A reabertura da passagem entre China e Nepal tem sido dificultada pelas condições do terreno. Os socorristas estão em um estreito desfiladeiro entre encostas instáveis e um rio de correnteza forte.
As águas do rio atingem velocidades de 6 a 7 metros por segundo, até seis vezes acima do normal, e os esforços para reconstruir a estrada nos últimos dias foram repetidamente interrompidos pela força das corredeiras, informou a emissora estatal CCTV nesta terça-feira (1º).
Imagens divulgadas pela emissora mostram escavadeiras trabalhando na borda destruída da estrada, sem terreno firme para apoiá-las, em um trecho onde a rodovia simplesmente desaparece sob a água.
Até a manhã desta terça-feira, no horário de Brasília, eles avançaram 800 metros da área mais atingida do lado tibetano da fronteira.

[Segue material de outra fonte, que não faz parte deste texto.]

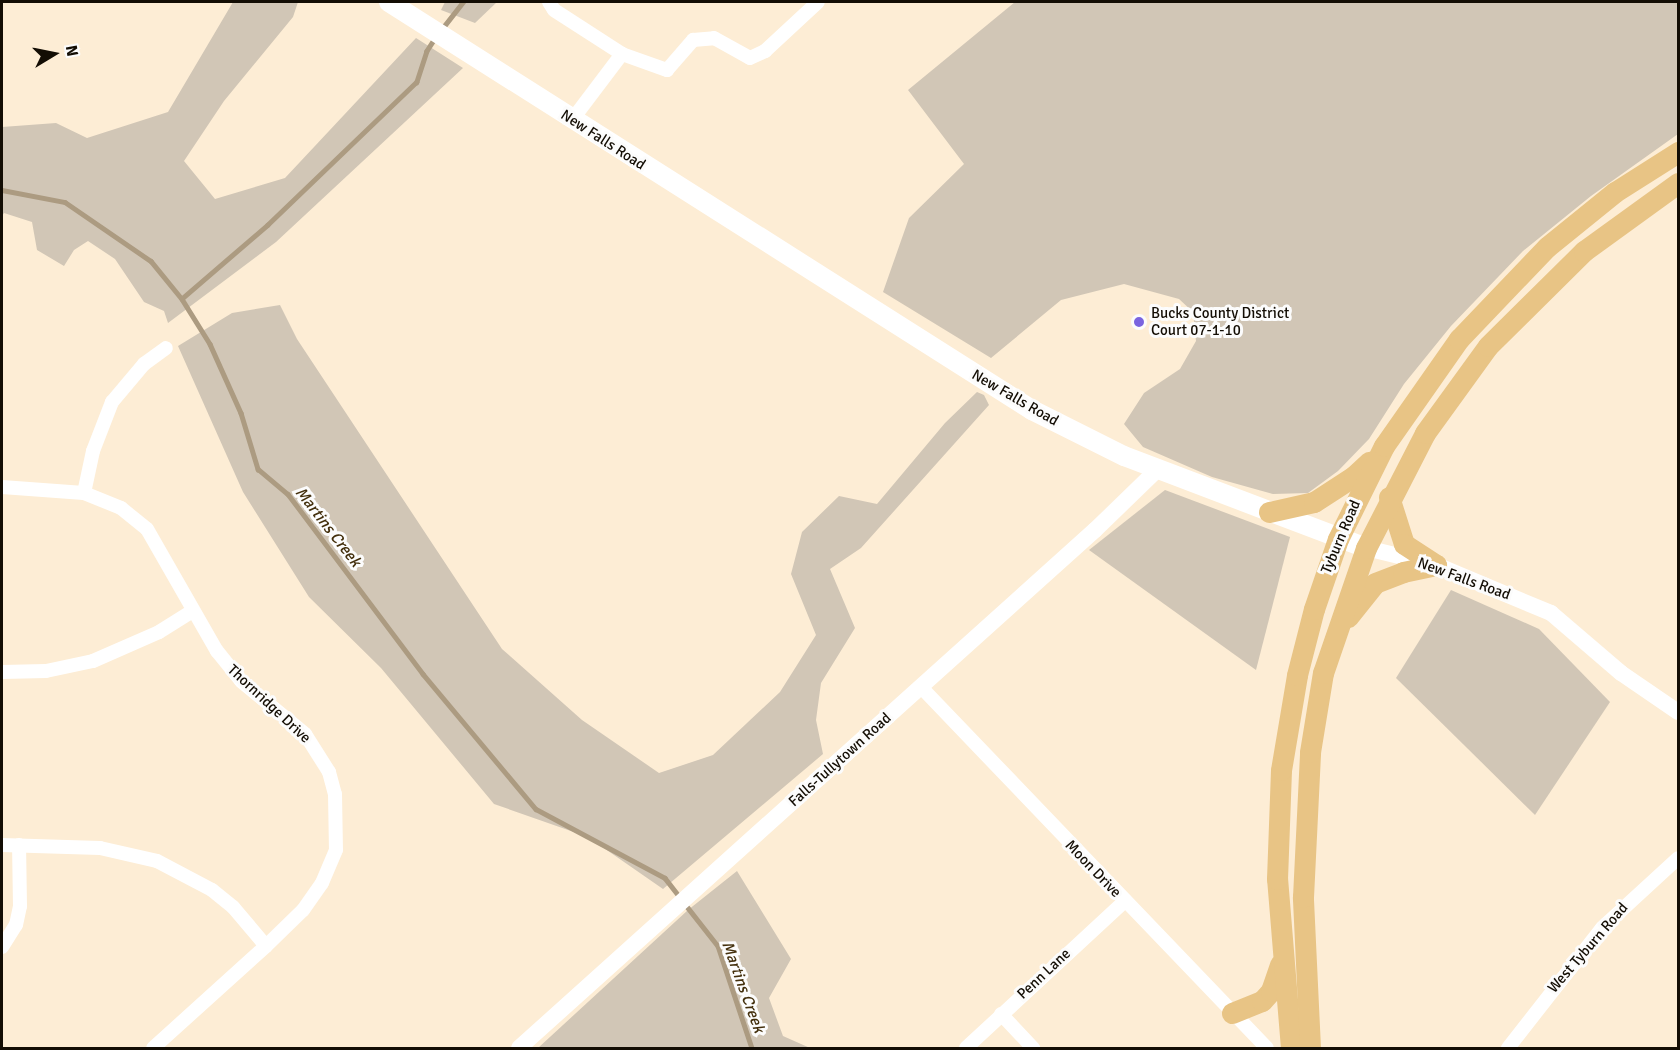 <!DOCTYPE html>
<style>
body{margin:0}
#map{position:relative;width:1680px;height:1050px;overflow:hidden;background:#fdedd5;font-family:Signika,sans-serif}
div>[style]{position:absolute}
.green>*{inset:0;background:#d1c6b6}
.stream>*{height:4.5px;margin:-2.25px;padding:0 2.25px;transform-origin:2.25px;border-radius:2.25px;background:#ac9b81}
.minor>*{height:14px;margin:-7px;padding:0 7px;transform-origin:7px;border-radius:7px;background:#fff}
.tertiary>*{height:16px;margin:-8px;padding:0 8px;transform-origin:8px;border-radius:8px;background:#fff}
.secondary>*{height:20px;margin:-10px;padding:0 10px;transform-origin:10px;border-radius:10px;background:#fff}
.primary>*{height:21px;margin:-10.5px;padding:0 10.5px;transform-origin:10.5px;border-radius:10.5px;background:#e8c485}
.dots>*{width:16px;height:16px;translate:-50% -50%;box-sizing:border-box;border:3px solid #fcfcfc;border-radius:50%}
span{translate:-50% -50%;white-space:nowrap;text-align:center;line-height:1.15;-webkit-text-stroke:6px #fcfcfc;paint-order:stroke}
.street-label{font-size:15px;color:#130d04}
.poi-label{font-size:15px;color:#130d04}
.left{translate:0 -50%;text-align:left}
.water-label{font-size:16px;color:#432f0c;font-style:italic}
.frame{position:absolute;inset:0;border:3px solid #130d04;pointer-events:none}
.north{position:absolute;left:24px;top:24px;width:60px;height:60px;-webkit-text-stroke:4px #fcfcfc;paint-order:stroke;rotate:80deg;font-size:16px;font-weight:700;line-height:24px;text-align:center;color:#130d04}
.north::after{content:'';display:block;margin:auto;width:21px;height:27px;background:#130d04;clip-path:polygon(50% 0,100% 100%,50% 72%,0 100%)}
</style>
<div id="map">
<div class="green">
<i style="clip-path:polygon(233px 2px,298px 2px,293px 17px,224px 101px,184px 161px,215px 199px,285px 178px,416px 38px,463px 68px,276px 242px,168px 323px,164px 311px,144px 302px,115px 259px,88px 241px,74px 250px,64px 266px,37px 250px,32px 222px,4px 213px,2px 216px,2px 127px,56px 123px,87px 138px,168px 112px)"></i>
<i style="clip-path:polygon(445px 2px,497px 2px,475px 23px,441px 10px)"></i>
<i style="clip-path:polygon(1015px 2px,1678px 2px,1678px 134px,1591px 196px,1523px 251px,1451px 326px,1404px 384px,1369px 439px,1338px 471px,1308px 493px,1273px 494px,1212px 477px,1143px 447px,1124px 424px,1144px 393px,1180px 369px,1196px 341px,1193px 312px,1179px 299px,1124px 284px,1061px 300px,991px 358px,883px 292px,909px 218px,964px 164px,908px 90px)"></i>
<i style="clip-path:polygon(280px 305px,297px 339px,502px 649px,582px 720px,659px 773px,713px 755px,780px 692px,816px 635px,791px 574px,802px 532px,839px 496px,877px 504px,945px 423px,977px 392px,984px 395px,989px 405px,861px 548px,830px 569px,855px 628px,821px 683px,816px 720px,823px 754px,663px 889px,588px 837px,494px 804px,381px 668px,309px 597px,243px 492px,178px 346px,232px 313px)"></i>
<i style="clip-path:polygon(1165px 490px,1290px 537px,1256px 670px,1089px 550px)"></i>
<i style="clip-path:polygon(1451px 590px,1539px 629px,1610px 702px,1535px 815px,1396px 678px)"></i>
<i style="clip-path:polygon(737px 871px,791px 959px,769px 998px,783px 1036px,810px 1048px,538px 1048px,688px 910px)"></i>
</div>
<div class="stream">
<i style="left:441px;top:30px;width:36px;rotate:-52deg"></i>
<i style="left:436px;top:37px;width:17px;rotate:123deg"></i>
<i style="left:427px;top:51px;width:33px;rotate:108deg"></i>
<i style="left:417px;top:82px;width:207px;rotate:136.2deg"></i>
<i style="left:268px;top:225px;width:113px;rotate:139.3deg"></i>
<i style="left:182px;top:299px;width:53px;rotate:58.1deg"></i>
<i style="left:210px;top:344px;width:76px;rotate:65.8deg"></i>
<i style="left:241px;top:413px;width:59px;rotate:73.1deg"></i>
<i style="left:258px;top:469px;width:39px;rotate:40deg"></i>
<i style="left:288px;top:494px;width:225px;rotate:53.1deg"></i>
<i style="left:423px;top:674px;width:176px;rotate:50.1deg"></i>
<i style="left:536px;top:809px;width:146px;rotate:28.1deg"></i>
<i style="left:665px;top:878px;width:24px;rotate:52deg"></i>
<i style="left:2px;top:190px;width:64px;rotate:10.8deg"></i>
<i style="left:65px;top:202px;width:104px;rotate:34.5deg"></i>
<i style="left:151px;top:261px;width:49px;rotate:50.8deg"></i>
<i style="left:685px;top:904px;width:53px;rotate:51.8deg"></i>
<i style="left:718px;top:946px;width:108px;rotate:71.6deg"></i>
</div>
<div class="minor">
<i style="left:549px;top:2px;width:9px;rotate:58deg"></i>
<i style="left:554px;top:10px;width:81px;rotate:32.9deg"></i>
<i style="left:622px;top:54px;width:48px;rotate:19.6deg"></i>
<i style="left:667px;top:70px;width:40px;rotate:-49deg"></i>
<i style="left:693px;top:40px;width:21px;rotate:-5deg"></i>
<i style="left:714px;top:38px;width:41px;rotate:29.1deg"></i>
<i style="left:750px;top:58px;width:17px;rotate:-25deg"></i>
<i style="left:765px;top:51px;width:72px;rotate:-42.8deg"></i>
<i style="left:572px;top:120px;width:83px;rotate:-52.9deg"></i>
<i style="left:2px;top:487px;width:82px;rotate:4.2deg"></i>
<i style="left:84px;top:493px;width:40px;rotate:22deg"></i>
<i style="left:121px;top:508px;width:33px;rotate:39deg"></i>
<i style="left:147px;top:529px;width:141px;rotate:60.2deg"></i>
<i style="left:217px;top:651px;width:38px;rotate:51deg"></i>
<i style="left:241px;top:681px;width:83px;rotate:39.6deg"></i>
<i style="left:305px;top:734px;width:45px;rotate:57.7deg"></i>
<i style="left:329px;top:772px;width:23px;rotate:75deg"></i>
<i style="left:335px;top:794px;width:56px;rotate:89deg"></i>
<i style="left:336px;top:850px;width:36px;rotate:113deg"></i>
<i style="left:322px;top:883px;width:33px;rotate:125deg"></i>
<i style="left:303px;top:910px;width:52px;rotate:135.8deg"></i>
<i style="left:266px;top:946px;width:152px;rotate:137.9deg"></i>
<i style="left:84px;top:493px;width:43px;rotate:-77.9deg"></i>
<i style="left:93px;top:451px;width:53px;rotate:-68.8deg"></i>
<i style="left:112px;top:402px;width:50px;rotate:-49.9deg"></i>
<i style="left:144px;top:364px;width:27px;rotate:-36deg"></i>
<i style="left:2px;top:672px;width:44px;rotate:-1.3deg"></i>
<i style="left:46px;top:671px;width:48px;rotate:-12deg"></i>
<i style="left:93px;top:661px;width:72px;rotate:-23.7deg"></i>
<i style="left:159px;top:632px;width:40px;rotate:-32deg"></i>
<i style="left:921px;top:687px;width:500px;rotate:46.22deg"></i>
<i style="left:2px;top:845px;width:98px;rotate:1.8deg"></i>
<i style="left:100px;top:848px;width:58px;rotate:12.8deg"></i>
<i style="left:157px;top:861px;width:62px;rotate:27.8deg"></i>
<i style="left:212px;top:890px;width:27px;rotate:39deg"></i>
<i style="left:233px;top:907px;width:51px;rotate:49.8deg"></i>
<i style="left:2px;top:947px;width:26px;rotate:-58deg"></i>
<i style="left:16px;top:925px;width:19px;rotate:-78deg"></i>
<i style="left:20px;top:906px;width:61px;rotate:-90.9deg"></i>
<i style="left:1001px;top:1014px;width:47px;rotate:46.7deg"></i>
<i style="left:966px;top:1048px;width:217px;rotate:-42.8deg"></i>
<i style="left:1508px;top:1048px;width:152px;rotate:-51.9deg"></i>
<i style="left:1602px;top:928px;width:103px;rotate:-42.6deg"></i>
</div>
<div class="tertiary">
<i style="left:1366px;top:548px;width:72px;rotate:13.7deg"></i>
<i style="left:1436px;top:565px;width:125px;rotate:22.7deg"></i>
<i style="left:1551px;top:613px;width:92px;rotate:40.6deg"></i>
<i style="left:1621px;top:673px;width:69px;rotate:34.4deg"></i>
<i style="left:519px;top:1048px;width:775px;rotate:-41.97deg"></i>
<i style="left:1095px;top:530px;width:88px;rotate:-44.1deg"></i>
</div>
<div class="secondary">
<i style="left:389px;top:2px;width:762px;rotate:32.4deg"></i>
<i style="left:1032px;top:410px;width:103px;rotate:26.6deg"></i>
<i style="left:1124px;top:456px;width:259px;rotate:20.8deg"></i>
</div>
<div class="primary">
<i style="left:1389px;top:497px;width:49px;rotate:72.3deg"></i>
<i style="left:1404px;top:544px;width:38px;rotate:33deg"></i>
<i style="left:1269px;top:512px;width:46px;rotate:-12.5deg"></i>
<i style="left:1314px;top:502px;width:48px;rotate:-33deg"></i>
<i style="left:1354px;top:476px;width:21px;rotate:-43deg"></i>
<i style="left:1348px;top:617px;width:43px;rotate:-51.5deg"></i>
<i style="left:1375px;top:583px;width:30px;rotate:-21deg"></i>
<i style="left:1403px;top:572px;width:34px;rotate:-12deg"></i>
<i style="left:1232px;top:1013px;width:32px;rotate:-22deg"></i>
<i style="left:1262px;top:1001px;width:13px;rotate:-48deg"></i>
<i style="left:1271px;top:991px;width:28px;rotate:-71deg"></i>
<i style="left:1291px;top:1048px;width:170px;rotate:-94.7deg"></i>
<i style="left:1277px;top:879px;width:109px;rotate:-87.9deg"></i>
<i style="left:1281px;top:770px;width:96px;rotate:-80.4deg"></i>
<i style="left:1297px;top:675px;width:68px;rotate:-75.6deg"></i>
<i style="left:1314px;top:609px;width:74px;rotate:-71.1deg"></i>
<i style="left:1338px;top:539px;width:104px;rotate:-63.7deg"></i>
<i style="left:1384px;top:446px;width:131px;rotate:-55deg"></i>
<i style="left:1459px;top:339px;width:127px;rotate:-46.3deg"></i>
<i style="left:1547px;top:247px;width:87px;rotate:-39deg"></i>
<i style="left:1615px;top:192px;width:75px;rotate:-32.4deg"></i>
<i style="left:1310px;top:1048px;width:151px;rotate:-92.7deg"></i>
<i style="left:1303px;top:897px;width:145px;rotate:-87.2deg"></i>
<i style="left:1310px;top:752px;width:80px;rotate:-80.7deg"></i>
<i style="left:1323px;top:673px;width:132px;rotate:-71deg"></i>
<i style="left:1366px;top:548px;width:129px;rotate:-62.8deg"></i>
<i style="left:1425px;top:433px;width:107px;rotate:-54.1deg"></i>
<i style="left:1488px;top:346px;width:135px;rotate:-44.7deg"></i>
<i style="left:1584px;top:251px;width:116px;rotate:-35.9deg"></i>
</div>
<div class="dots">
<i style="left:1139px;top:322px;background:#7a64df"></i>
</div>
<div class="street-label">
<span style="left:603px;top:140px;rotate:33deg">New Falls Road</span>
<span style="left:1015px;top:398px;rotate:30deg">New Falls Road</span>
<span style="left:1341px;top:537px;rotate:-67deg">Tyburn Road</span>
<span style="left:1464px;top:579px;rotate:20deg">New Falls Road</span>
<span style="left:269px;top:704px;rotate:43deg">Thornridge Drive</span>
<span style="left:840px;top:760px;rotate:-42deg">Falls-Tullytown Road</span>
<span style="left:1093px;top:869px;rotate:46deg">Moon Drive</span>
<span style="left:1588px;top:948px;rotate:-49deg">West Tyburn Road</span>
<span style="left:1044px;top:974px;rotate:-43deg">Penn Lane</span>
</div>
<div class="poi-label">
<span class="left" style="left:1151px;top:322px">Bucks County District<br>Court 07-1-10</span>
</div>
<div class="water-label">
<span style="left:328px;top:527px;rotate:52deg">Martins Creek</span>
<span style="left:743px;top:987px;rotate:70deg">Martins Creek</span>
</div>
<div class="frame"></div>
<div class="north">N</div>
</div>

A empresa estatal de resgate China Anneng mobilizou 158 funcionários e 33 equipamentos pesados. As equipes trabalham 24 horas por dia em um sistema de revezamento em que os trabalhadores se alternam enquanto as máquinas continuam em operação, segundo a CCTV.
Equipes de energia também trabalham para restabelecer o fornecimento de eletricidade na região afetada.